The nCounter® Analysis System from NanoString Technologies uses a digital technology based on molecular barcodes and single molecule imaging to achieve direct multiplexed measurements of gene expression. The system includes a fully automated sample-prep station, a digital analyzer, CodeSet barcodes, and the necessary reagents and consumables.

nCounter technology creates a series of unique tags, which differ by the combination and position of four colors. Using four colors and eight possible tag positions, for example, 48 or 65,536 unique tags can be created. Each tag is chemically linked to a target-specific probe (a sequence-specific oligonucleotide) to produce a reporter probe. The reporter probes are then pooled to form a CodeSet that is mixed with a sample, such as a total RNA extract, and allowed to hybridize in a single reaction.

Removal of unhybridized probes and subsequent imaging of the bound individual reporter probes yields a count of the number of copies of each code, and thus of each gene, that is present in the sample. In comparative studies, the company showed the nCounter system to be more sensitive than microarray-based methods and similar in sensitivity to real-time PCR.

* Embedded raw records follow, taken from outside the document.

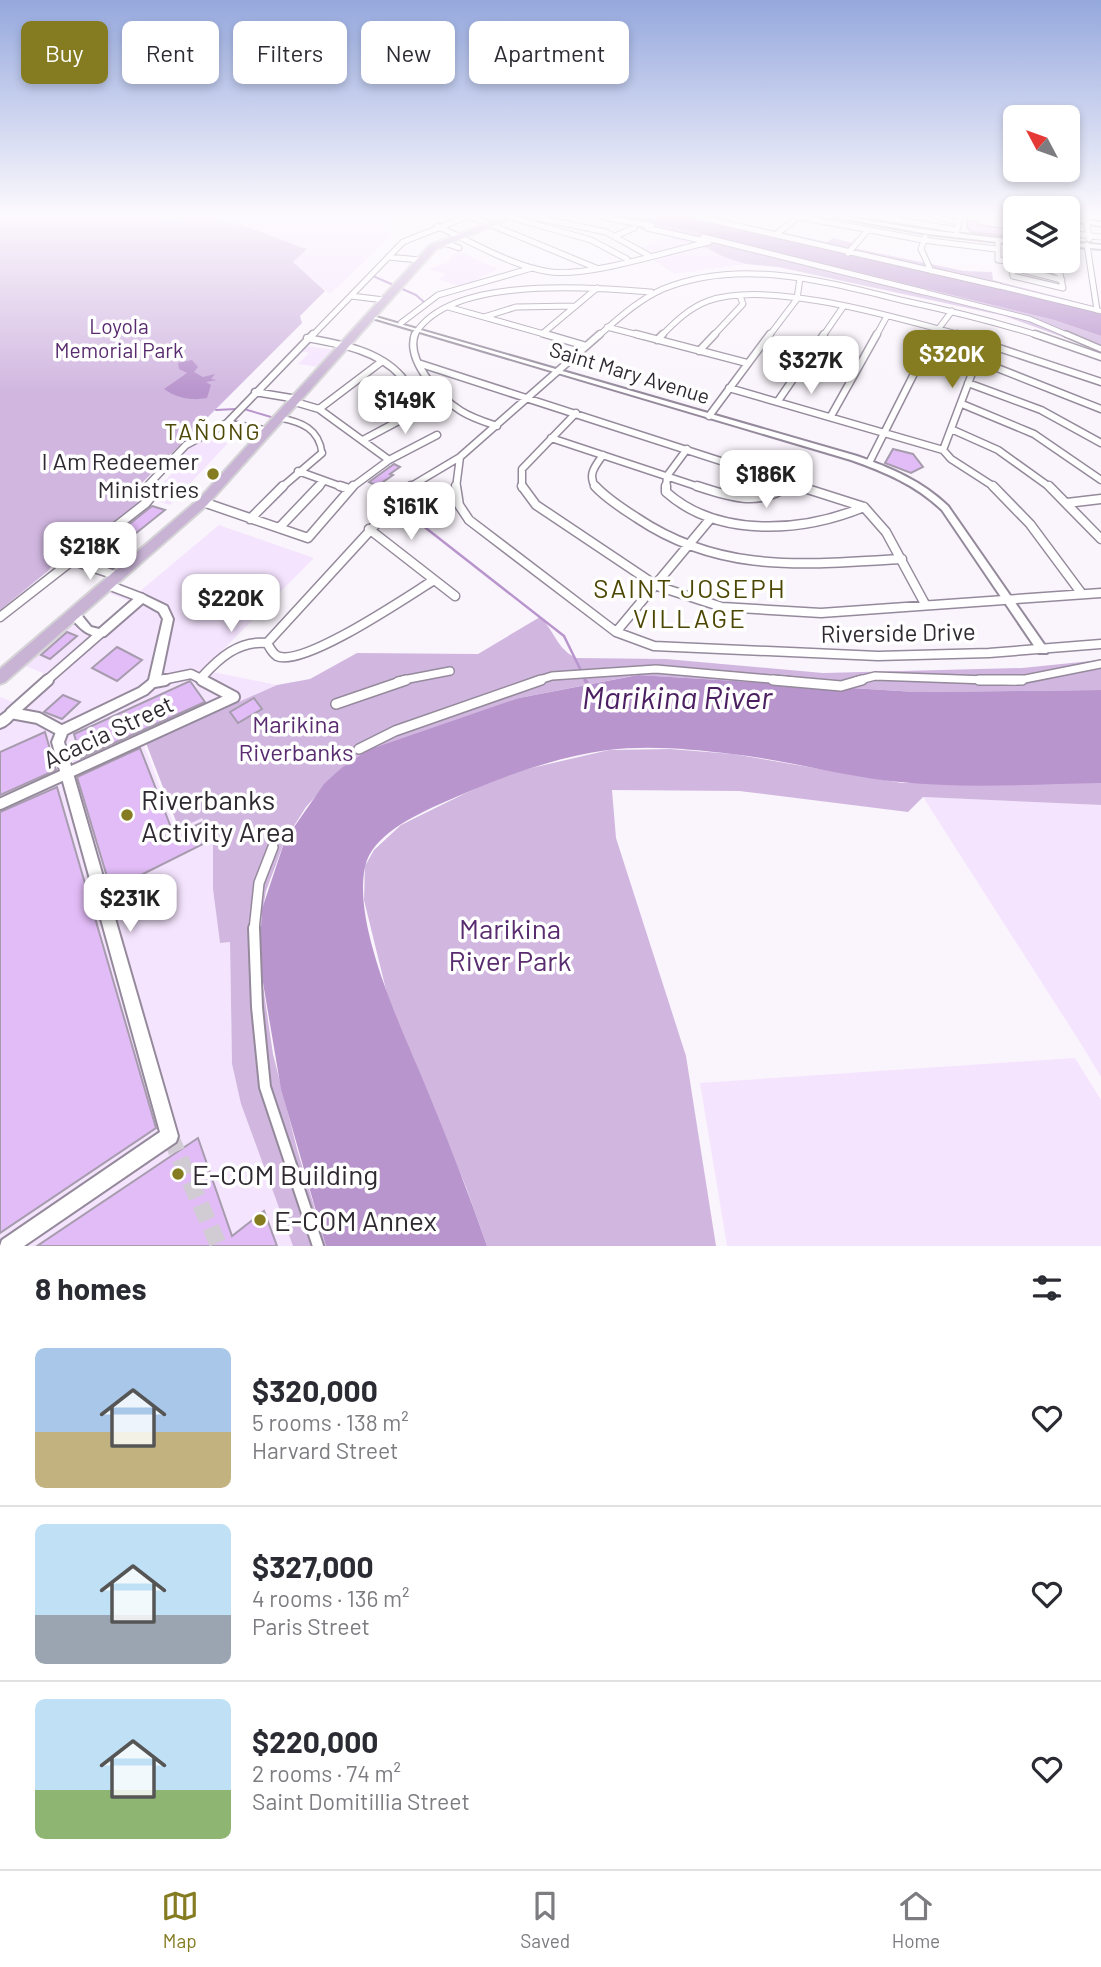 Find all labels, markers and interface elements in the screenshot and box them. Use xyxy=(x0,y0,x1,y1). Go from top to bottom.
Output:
chip: Buy xyxy=(21,21,108,84)
chip: Rent xyxy=(122,21,219,84)
chip: Filters xyxy=(233,21,347,84)
chip: New xyxy=(361,21,455,84)
chip: Apartment xyxy=(469,21,629,84)
north arrow xyxy=(1003,105,1080,182)
map controls xyxy=(1003,105,1080,273)
button: layers xyxy=(1003,196,1080,273)
park label: Loyola Memorial Park xyxy=(55,313,183,362)
pin: $320K xyxy=(903,330,1001,390)
street label: Saint Mary Avenue xyxy=(547,336,713,408)
pin: $327K xyxy=(762,336,860,396)
text: $320K xyxy=(919,339,985,367)
text: $327K xyxy=(779,345,843,373)
pin: $149K xyxy=(356,376,454,436)
text: $149K xyxy=(374,385,436,413)
district label: TAÑONG xyxy=(164,417,262,445)
place label: I Am Redeemer Ministries xyxy=(41,446,199,503)
pin: $186K xyxy=(717,450,815,510)
text: $186K xyxy=(736,459,796,487)
marker: I Am Redeemer Ministries xyxy=(205,466,221,482)
pin: $161K xyxy=(362,482,460,542)
text: $161K xyxy=(383,491,439,519)
pin: $218K xyxy=(41,522,139,582)
text: $218K xyxy=(60,531,120,559)
district label: SAINT JOSEPH VILLAGE xyxy=(593,572,787,633)
pin: $220K xyxy=(182,574,280,634)
text: $220K xyxy=(198,583,264,611)
street label: Riverside Drive xyxy=(820,616,976,648)
water label: Marikina River xyxy=(582,677,774,715)
street label: Acacia Street xyxy=(38,688,178,774)
park label: Marikina Riverbanks xyxy=(238,709,354,766)
place label: Riverbanks Activity Area xyxy=(141,782,295,848)
marker: Riverbanks Activity Area xyxy=(119,807,135,823)
pin: $231K xyxy=(81,874,179,934)
text: $231K xyxy=(100,883,160,911)
park label: Marikina River Park xyxy=(449,911,571,977)
place label: E-COM Building xyxy=(192,1157,378,1191)
marker: E-COM Building xyxy=(170,1166,186,1182)
place label: E-COM Annex xyxy=(274,1203,437,1237)
marker: E-COM Annex xyxy=(252,1212,268,1228)
icon: filters xyxy=(1028,1269,1066,1307)
text: 8 homes xyxy=(35,1270,146,1306)
text: $320,000 xyxy=(252,1372,378,1408)
icon: home xyxy=(91,1376,175,1460)
icon: heart xyxy=(1028,1399,1066,1437)
text: 5 rooms · 138 m² xyxy=(252,1408,409,1436)
text: Harvard Street xyxy=(252,1436,398,1464)
text: $327,000 xyxy=(252,1548,374,1584)
icon: home xyxy=(91,1552,175,1636)
icon: heart xyxy=(1028,1575,1066,1613)
text: 4 rooms · 136 m² xyxy=(252,1584,410,1612)
text: Paris Street xyxy=(252,1612,370,1640)
text: $220,000 xyxy=(252,1723,378,1759)
icon: home xyxy=(91,1727,175,1811)
icon: heart xyxy=(1028,1750,1066,1788)
text: 2 rooms · 74 m² xyxy=(252,1759,401,1787)
text: Saint Domitillia Street xyxy=(252,1787,470,1815)
tab: Map xyxy=(161,1887,199,1952)
tab: Saved xyxy=(520,1887,570,1952)
tab: Home xyxy=(892,1887,940,1952) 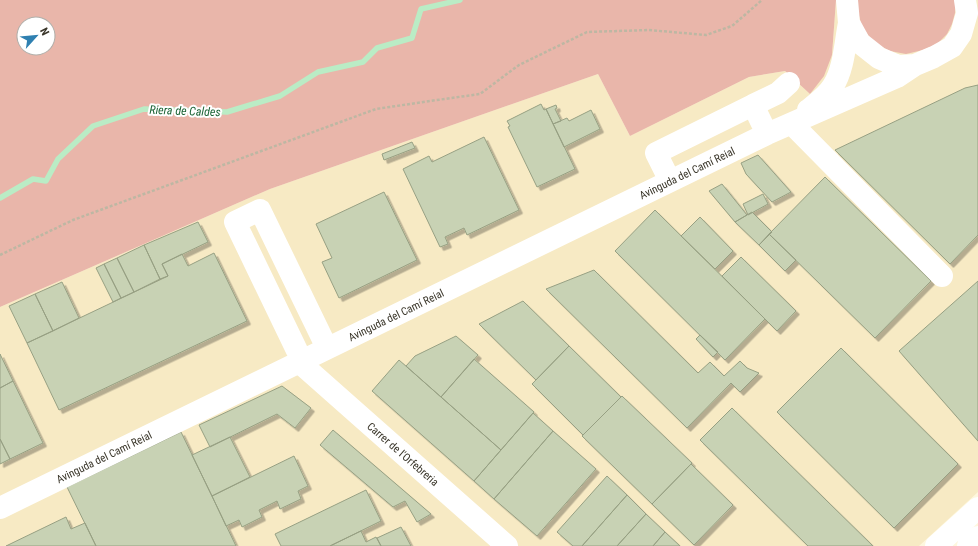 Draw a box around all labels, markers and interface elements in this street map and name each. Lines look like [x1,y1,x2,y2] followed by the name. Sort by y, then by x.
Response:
[16,16,56,56] north arrow
[37,26,52,38] text: N
[149,103,221,119] water label: Riera de Caldes
[637,145,737,202] street label: Avinguda del Camí Reial
[346,287,446,344] street label: Avinguda del Camí Reial
[364,420,441,489] street label: Carrer de l'Orfebreria
[54,429,154,486] street label: Avinguda del Camí Reial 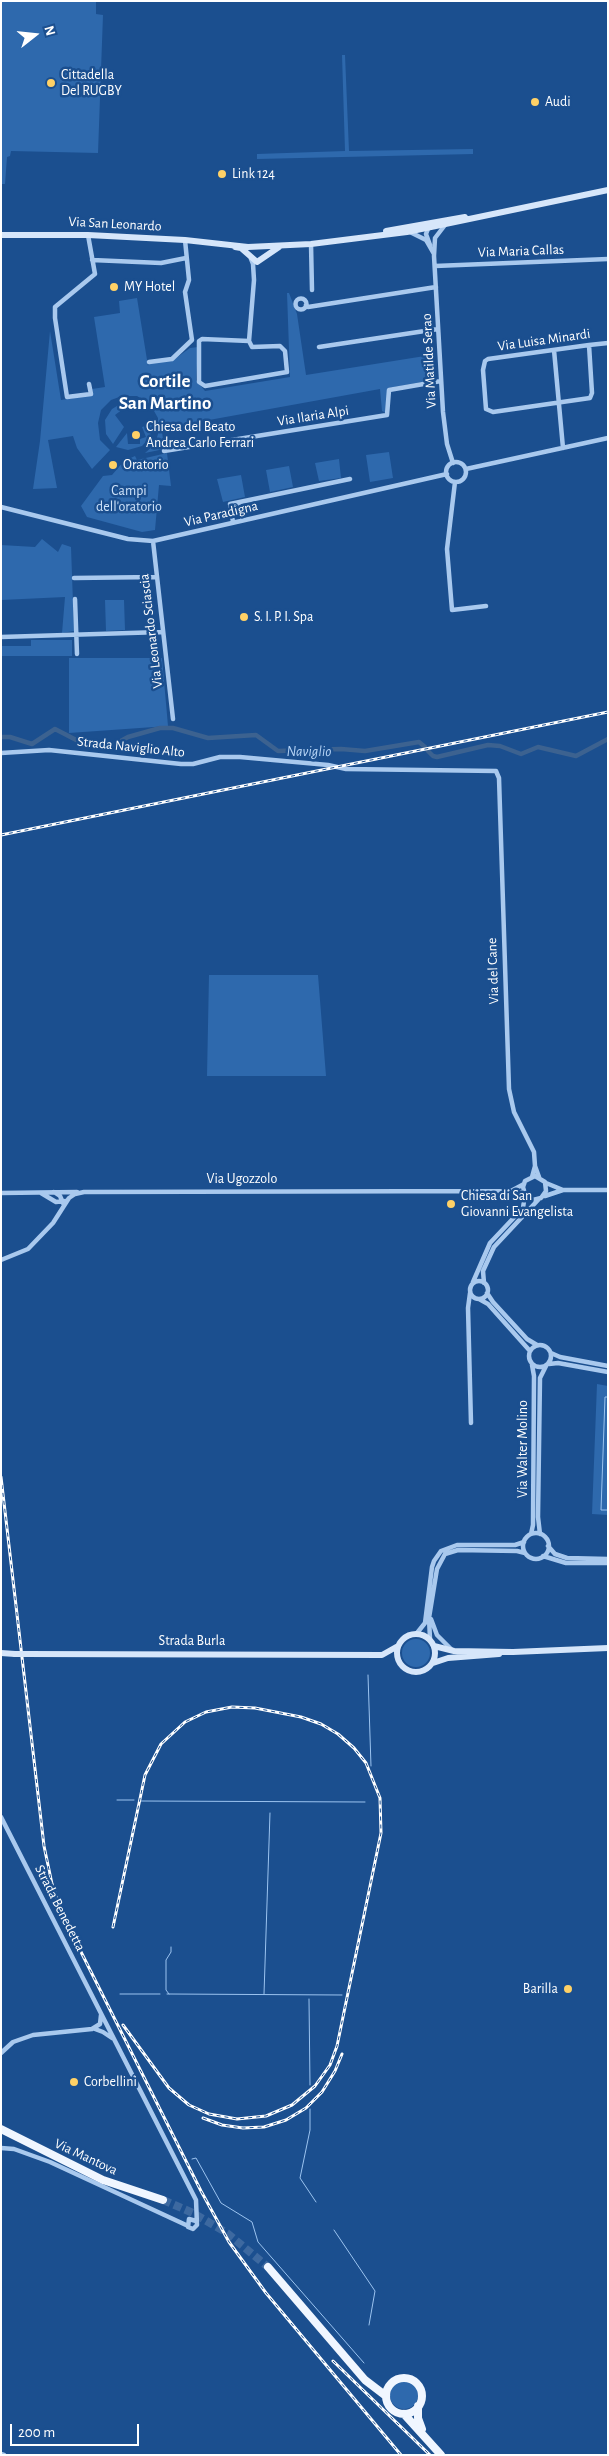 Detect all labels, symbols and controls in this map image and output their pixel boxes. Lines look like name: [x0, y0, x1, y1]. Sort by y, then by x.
north arrow: [10, 10, 60, 60]
text: N: [41, 24, 57, 37]
place label: Cittadella Del RUGBY: [61, 67, 122, 100]
marker: Cittadella Del RUGBY: [45, 77, 57, 89]
place label: Audi: [545, 94, 571, 110]
marker: Audi: [529, 96, 541, 108]
place label: Link 124: [232, 166, 275, 182]
marker: Link 124: [216, 168, 228, 180]
street label: Via San Leonardo: [68, 213, 162, 235]
street label: Via Maria Callas: [478, 241, 564, 261]
place label: MY Hotel: [124, 279, 175, 295]
marker: MY Hotel: [108, 281, 120, 293]
street label: Via Matilde Serao: [418, 313, 440, 409]
street label: Via Luisa Minardi: [497, 325, 591, 355]
district label: Cortile San Martino: [119, 370, 211, 414]
street label: Via Ilaria Alpi: [276, 402, 350, 430]
place label: Chiesa del Beato Andrea Carlo Ferrari: [146, 419, 254, 452]
marker: Chiesa del Beato Andrea Carlo Ferrari: [130, 429, 142, 441]
place label: Oratorio: [123, 457, 169, 473]
marker: Oratorio: [107, 459, 119, 471]
park label: Campi dell'oratorio: [96, 483, 162, 516]
street label: Via Paradigna: [182, 497, 260, 531]
street label: Via Leonardo Sciascia: [136, 573, 166, 689]
place label: S. I. P. I. Spa: [254, 609, 313, 625]
marker: S. I. P. I. Spa: [238, 611, 250, 623]
street label: Strada Naviglio Alto: [76, 733, 186, 761]
water label: Naviglio: [287, 742, 331, 760]
street label: Via del Cane: [483, 937, 503, 1005]
street label: Via Ugozzolo: [207, 1171, 277, 1187]
place label: Chiesa di San Giovanni Evangelista: [461, 1188, 573, 1220]
marker: Chiesa di San Giovanni Evangelista: [445, 1198, 457, 1210]
street label: Via Walter Molino: [515, 1400, 531, 1498]
street label: Strada Burla: [159, 1633, 225, 1649]
street label: Strada Benedetta: [31, 1862, 89, 1954]
place label: Barilla: [523, 1981, 558, 1997]
marker: Barilla: [562, 1983, 574, 1995]
place label: Corbellini: [84, 2074, 137, 2090]
marker: Corbellini: [68, 2076, 80, 2088]
street label: Via Mantova: [52, 2135, 120, 2179]
scale bar: [12, 2414, 141, 2446]
text: 200 m: [18, 2425, 55, 2440] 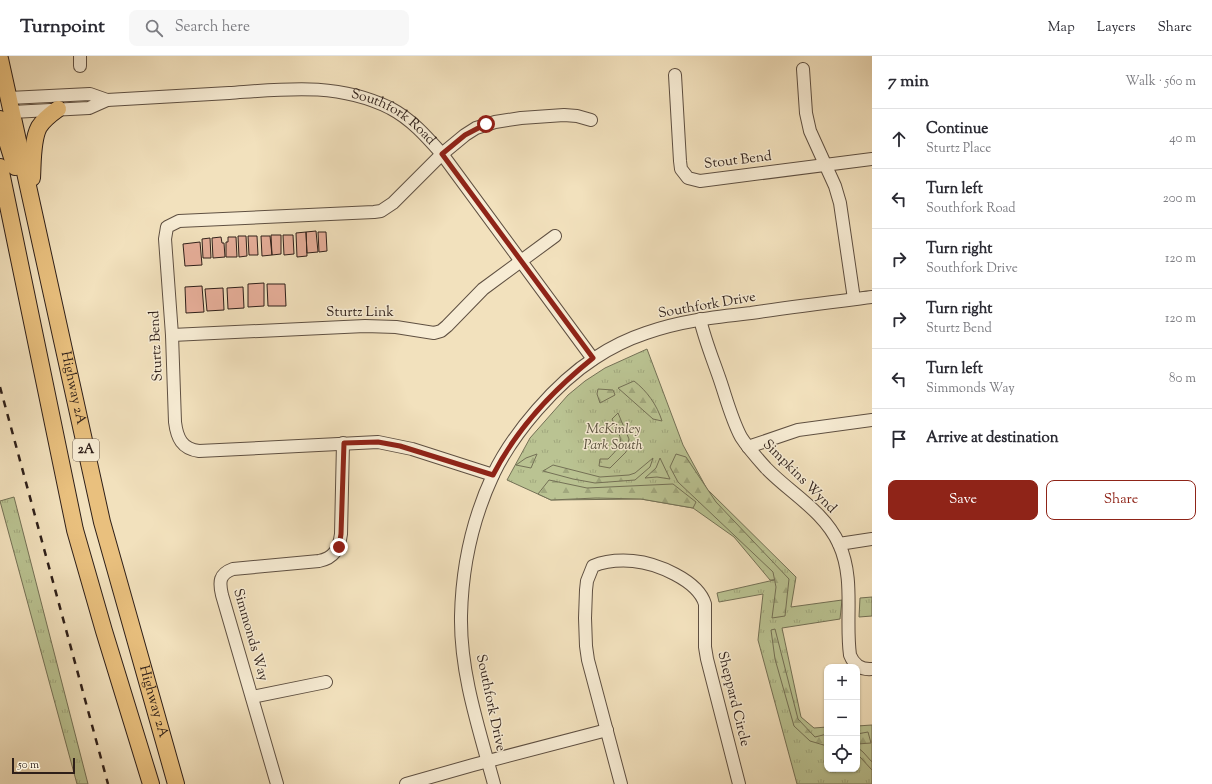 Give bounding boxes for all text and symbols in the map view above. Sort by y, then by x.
search box [129,10,409,46]
text: Turnpoint [20,14,105,41]
icon: search [143,17,165,39]
text: Search here [175,17,250,38]
text: Map [1048,18,1075,38]
text: Layers [1097,18,1135,38]
text: Share [1157,18,1192,38]
text: 7 min [888,70,929,94]
text: Walk · 560 m [1125,73,1196,91]
street label: Southfork Road [349,85,440,150]
route start [477,115,495,133]
text: Continue [926,119,988,140]
icon: ahead [888,128,910,150]
text: 40 m [1169,130,1196,148]
text: Sturtz Place [926,140,991,158]
street label: Stout Bend [703,147,773,175]
text: Turn left [926,179,983,200]
icon: left [888,188,910,210]
text: 200 m [1163,190,1196,208]
text: Southfork Road [926,200,1016,218]
text: Turn right [926,239,992,260]
icon: right [888,248,910,270]
text: 120 m [1165,250,1196,268]
text: Southfork Drive [926,260,1018,278]
street label: Southfork Drive [657,288,757,324]
text: Turn right [926,299,992,320]
street label: Sturtz Link [326,303,394,323]
icon: right [888,308,910,330]
street label: Sturtz Bend [145,310,169,382]
text: 120 m [1165,310,1196,328]
text: Sturtz Bend [926,320,992,338]
street label: Highway 2A [55,350,90,427]
text: Turn left [926,359,983,380]
icon: left [888,368,910,390]
text: 80 m [1169,370,1196,388]
text: Simmonds Way [926,380,1015,398]
park label: McKinley Park South [583,420,643,456]
icon: arrive [888,428,910,450]
text: Arrive at destination [926,428,1059,449]
street label: Simpkins Wynd [757,435,841,519]
road number: 2A [73,439,99,461]
button: Save [888,480,1038,520]
button: Share [1046,480,1196,520]
route end [330,538,348,556]
street label: Simmonds Way [227,586,273,684]
street label: Sheppard Circle [712,649,754,749]
street label: Southfork Drive [470,653,510,753]
street label: Highway 2A [133,663,173,741]
map controls [824,664,860,772]
button: + [824,664,860,700]
button: − [824,700,860,736]
button: locate [824,736,860,772]
scale bar [12,756,75,775]
text: 50 m [18,757,39,773]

Earlier this year the FDA put out a call for volunteers to participate in the Sequencing Quality Control (SEQC) project, intended “to objectively assess the technical performance of different next-generation sequencing technologies in DNA and RNA analyses and to evaluate the advantages and limitations of various bioinformatics solutions in handling and analyzing the massive new data sets.”

The FDA views SEQC as a natural extension of its MicroArray Quality Control project, which evaluated and compared various microarray-based methods and technologies for gene-expression profiling.